Twitter Sentiment Analysis - EPFL course challenge

Authors (rainbow-triangle 🌈)

Giorgio Mannarini
Maria Pandele
Francesco Posa

Introduction

This project performs supervised classification of tweets. It predicts if a tweet message used to contain a positive :) or negative :( smiley, by considering only the remaining text.We implement various methods to represent tweets (TF-IDF, Glove embeddings) and different machine learning algorithms to classify them, from more classical ones to recurrent neural networks and deep learning.

In short, we compared: K-Nearest Neighbors, Naive Bayes, Logistic Regression, Support Vector Machines (linear), Random Forest, Multi-layer Perceptron, Gated Recurrent Unit, Bert. Moreover, we also make an ensemble based on voting between all of them.

For more details, read the report.pdf.

Results at a glance

Our best model was based on Bert (large-uncased) and had a 0.902 accuracy and 0.901 F1 score on AIcrowd.

Dependencies

To properly run our code you will have to install some dependencies. Our suggestion is to use a Python environment (we used Anaconda). GRU and Bert are built on TensorFlow, with Keras as a wrapper, while the baseline has been done in scikit-learn. In alphabetical order, you should have:

joblib 0.17 pip install joblib
nltk 3.5 pip install nltk
numpy 1.18.5 pip install numpy
pandas 1.1.2 pip install pandas
tensorflow 2.3.1 pip install --upgrade tensorflow
transformers 3.4.0 pip install transformers
scikit-learn 0.23.2 pip install -U scikit-learn
setuptools 50.3 pip install setuptools
symspellpy 6.7 pip install symspellpy
vaderSentiment 3.3.2 pip install vaderSentiment

Project structure

This is scheleton we used when developing this project. We recommend this structure since all the files' locations are based on it.
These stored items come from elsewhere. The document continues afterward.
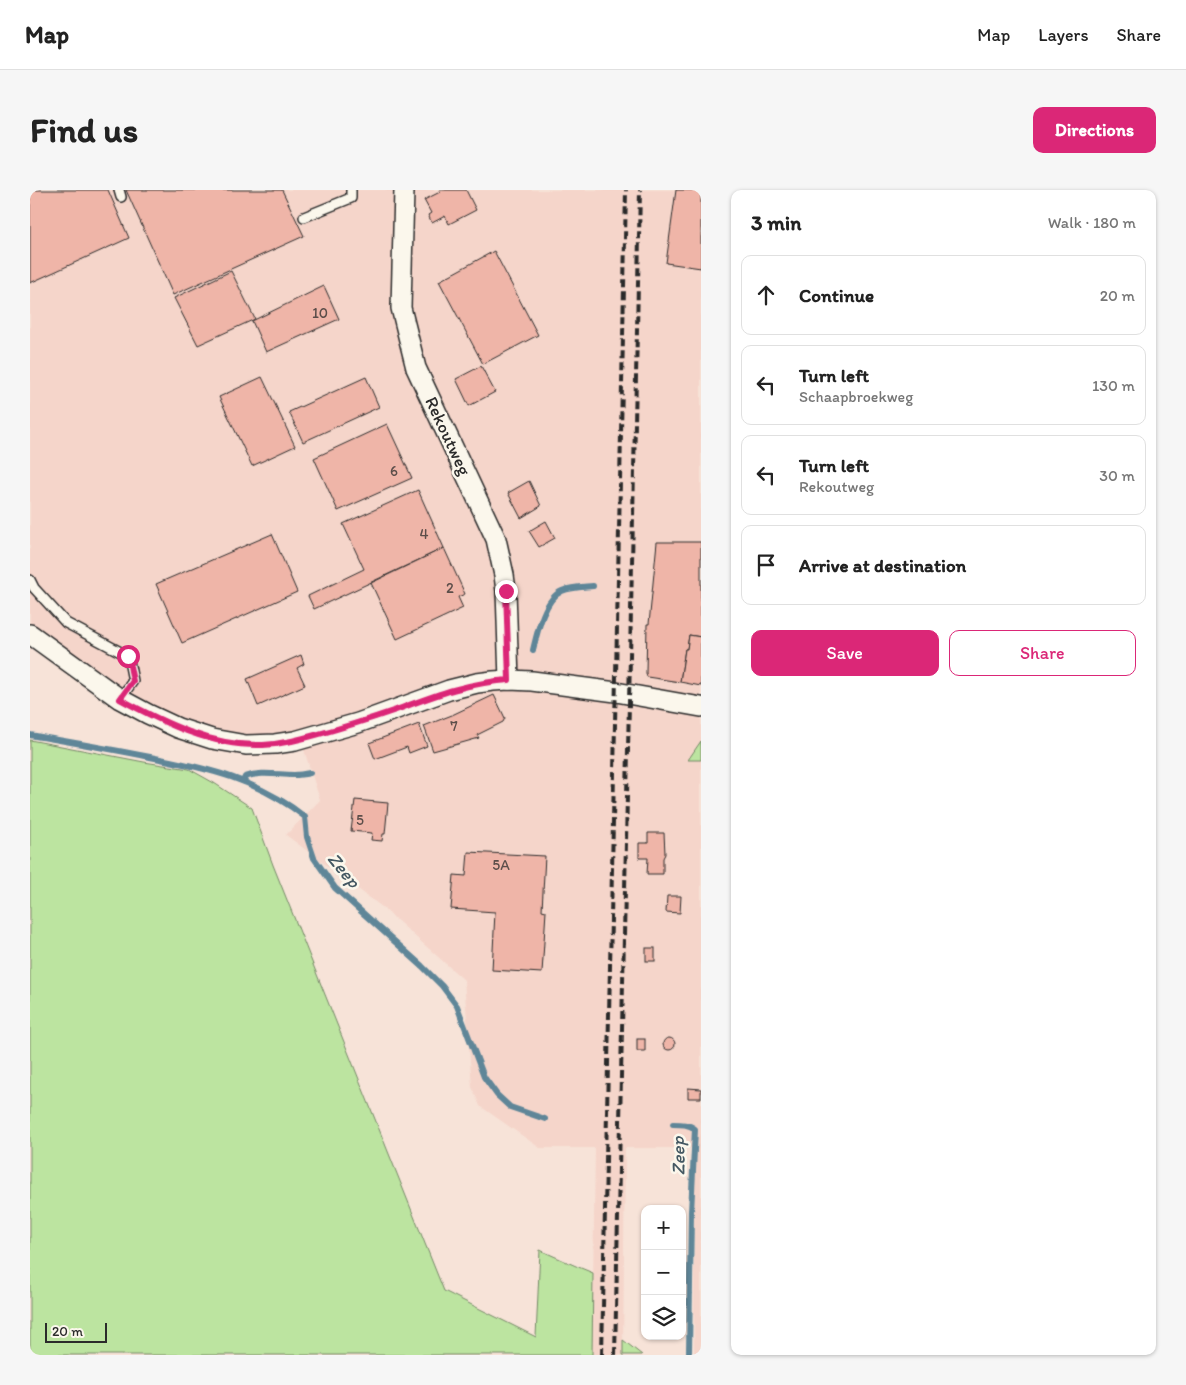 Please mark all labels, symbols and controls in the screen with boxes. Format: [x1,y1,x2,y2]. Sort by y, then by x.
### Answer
text: Map [25,20,69,49]
text: Map [977,24,1010,46]
text: Layers [1038,24,1088,46]
text: Share [1116,24,1161,46]
button: Directions [1033,107,1156,153]
text: Find us [30,109,138,151]
text: 3 min [751,210,801,235]
text: Walk · 180 m [1048,213,1136,232]
icon: ahead [752,281,780,309]
text: Continue [799,284,874,307]
text: 20 m [1100,286,1135,305]
house number: 10 [312,304,328,322]
text: Turn left [799,364,869,387]
icon: left [752,371,780,399]
text: 130 m [1092,376,1135,395]
text: Schaapbroekweg [799,387,913,406]
street label: Rekoutweg [420,393,476,480]
text: Turn left [799,454,869,477]
icon: left [752,461,780,489]
house number: 6 [390,462,398,480]
text: 30 m [1099,466,1135,485]
text: Rekoutweg [799,477,874,496]
house number: 4 [419,525,429,543]
icon: arrive [752,551,780,579]
text: Arrive at destination [799,554,966,577]
house number: 2 [446,579,454,597]
route end [495,580,518,603]
button: Save [751,630,939,676]
button: Share [949,630,1136,676]
route start [117,645,140,668]
house number: 7 [450,717,458,735]
house number: 5 [356,811,364,829]
water label: Zeep [323,848,366,893]
house number: 5A [492,856,510,874]
water label: Zeep [666,1135,690,1176]
map controls [641,1205,686,1340]
button: + [641,1205,686,1250]
button: − [641,1250,686,1295]
button: layers [641,1295,686,1340]
scale bar [45,1320,108,1343]
text: 20 m [52,1323,83,1340]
classes/: contains all our implementation

logs/: contains outputed logs during training

preprocessed_data/: we are saving/loading the preprocessed data here/from here

submissions/: contains AIcrowd submissions

utility/: contains helpful resources for preprocessing the tweets

weights/: contains saved weights

Extract_emoticons.ipynb: extracts emoticons from full dataset of tweets which are later manually processed and translated to Glove specific tags

constants.py: defines constants used throughout preprocessing, training and inference

run.py: main script, more details on how to use it in the next section

How to run

There are several ways to run it. You can either re-run everything from data preprocessing to training and inference. Or you can just load our already trained models and make predictions. Note: all the requirements in terms of hardware are in the README in the weights folder. If you just want to reproduce our best submission then skip to Best submission on AIcrowd section.

Step 1. Download the raw data

Skip this section if you only want to make predictions.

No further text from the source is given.